Co-Author: Samia Rahman

Tester: Redowan Ibrahim

Tester: Sanjida Akter

Tester: Nazmus Sakib

Medium

# PREREQUISITES:

Prime factorization, LCM

# PROBLEM:

You are given an array of integers A. You have to construct an array B such that B_i is the number of non prime divisors of A_i. Now you have to find out a pair of integer A_i and A_j such that LCM(B_i , B_j) is the maximum than any other pair in that array.

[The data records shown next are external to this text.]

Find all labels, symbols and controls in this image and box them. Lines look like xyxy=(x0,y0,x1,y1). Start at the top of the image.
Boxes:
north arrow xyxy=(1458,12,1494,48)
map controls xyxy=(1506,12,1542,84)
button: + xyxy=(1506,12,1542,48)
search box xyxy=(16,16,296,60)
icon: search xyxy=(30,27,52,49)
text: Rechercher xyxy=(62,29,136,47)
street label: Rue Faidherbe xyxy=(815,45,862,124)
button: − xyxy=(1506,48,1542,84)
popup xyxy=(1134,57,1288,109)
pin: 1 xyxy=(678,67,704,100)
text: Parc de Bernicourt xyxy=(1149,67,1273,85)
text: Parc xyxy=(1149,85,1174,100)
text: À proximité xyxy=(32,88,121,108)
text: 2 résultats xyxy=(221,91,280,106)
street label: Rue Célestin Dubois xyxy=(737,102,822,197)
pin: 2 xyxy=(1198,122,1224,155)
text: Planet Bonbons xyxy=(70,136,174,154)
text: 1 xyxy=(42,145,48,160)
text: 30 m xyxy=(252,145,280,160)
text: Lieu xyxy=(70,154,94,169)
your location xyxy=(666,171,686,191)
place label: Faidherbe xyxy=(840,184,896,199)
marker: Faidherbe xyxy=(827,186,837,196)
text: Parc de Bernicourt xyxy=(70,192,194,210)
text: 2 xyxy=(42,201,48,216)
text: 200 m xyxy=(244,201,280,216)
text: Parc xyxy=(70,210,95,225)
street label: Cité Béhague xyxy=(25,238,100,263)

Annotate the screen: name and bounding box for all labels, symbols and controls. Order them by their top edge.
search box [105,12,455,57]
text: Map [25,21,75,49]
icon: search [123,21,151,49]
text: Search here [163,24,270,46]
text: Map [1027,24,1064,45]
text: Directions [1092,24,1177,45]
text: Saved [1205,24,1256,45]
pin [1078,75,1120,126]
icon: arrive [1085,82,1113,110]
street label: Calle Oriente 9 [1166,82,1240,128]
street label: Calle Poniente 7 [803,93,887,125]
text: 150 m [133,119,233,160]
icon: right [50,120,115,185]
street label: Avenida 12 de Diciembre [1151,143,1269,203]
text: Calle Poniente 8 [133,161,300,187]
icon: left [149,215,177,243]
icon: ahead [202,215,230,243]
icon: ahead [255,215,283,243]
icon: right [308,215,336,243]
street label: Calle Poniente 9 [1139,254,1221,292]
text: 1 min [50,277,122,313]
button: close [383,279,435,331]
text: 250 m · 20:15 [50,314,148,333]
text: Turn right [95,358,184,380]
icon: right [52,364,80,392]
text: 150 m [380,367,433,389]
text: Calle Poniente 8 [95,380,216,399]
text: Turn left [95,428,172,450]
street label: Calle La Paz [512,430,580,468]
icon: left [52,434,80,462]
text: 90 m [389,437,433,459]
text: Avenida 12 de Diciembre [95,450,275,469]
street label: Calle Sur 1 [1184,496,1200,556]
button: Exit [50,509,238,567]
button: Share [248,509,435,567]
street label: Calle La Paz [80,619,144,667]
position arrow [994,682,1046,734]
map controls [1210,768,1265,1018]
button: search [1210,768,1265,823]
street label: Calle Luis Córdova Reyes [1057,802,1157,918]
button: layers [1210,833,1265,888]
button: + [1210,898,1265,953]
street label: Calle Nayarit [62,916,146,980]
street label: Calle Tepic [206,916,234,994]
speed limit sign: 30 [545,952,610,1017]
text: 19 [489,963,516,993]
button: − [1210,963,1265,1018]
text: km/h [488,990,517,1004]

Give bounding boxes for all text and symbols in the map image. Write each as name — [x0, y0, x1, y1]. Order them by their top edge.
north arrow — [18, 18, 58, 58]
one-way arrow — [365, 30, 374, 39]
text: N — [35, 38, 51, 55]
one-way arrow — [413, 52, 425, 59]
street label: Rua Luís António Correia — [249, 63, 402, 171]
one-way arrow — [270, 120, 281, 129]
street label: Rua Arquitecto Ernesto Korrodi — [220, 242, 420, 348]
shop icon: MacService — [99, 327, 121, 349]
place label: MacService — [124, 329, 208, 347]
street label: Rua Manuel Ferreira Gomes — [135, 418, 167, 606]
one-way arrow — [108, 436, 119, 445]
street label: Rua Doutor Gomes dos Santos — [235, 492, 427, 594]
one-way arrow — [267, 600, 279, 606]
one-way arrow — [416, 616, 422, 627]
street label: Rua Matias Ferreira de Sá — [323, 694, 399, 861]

N.B. if two pair have the same LCM, the pair which have the maximum value among them will get priority. Suppose there is another pair (A_p,A_q) and LCM(B_p,B_q)=LCM(B_i,B_j)=maxLCM in the array. then-

• if max(A_i,A_j)>max(A_p,A_q) then (A_i,A_j) will be the SCI.
• if max(A_i,A_j)=max(A_p,A_q) then, if min(A_i,A_j)>min(A_p,A_q) then (A_i,A_j) will be the SCI.

# EXPLANATION:

Solution of this problem is straightforward. You have to factorize all the number of the array and find the non prime divisors and store in array B. Then you have to find the maximum possible LCM(B_i,B_j) and print (A_i,A_j).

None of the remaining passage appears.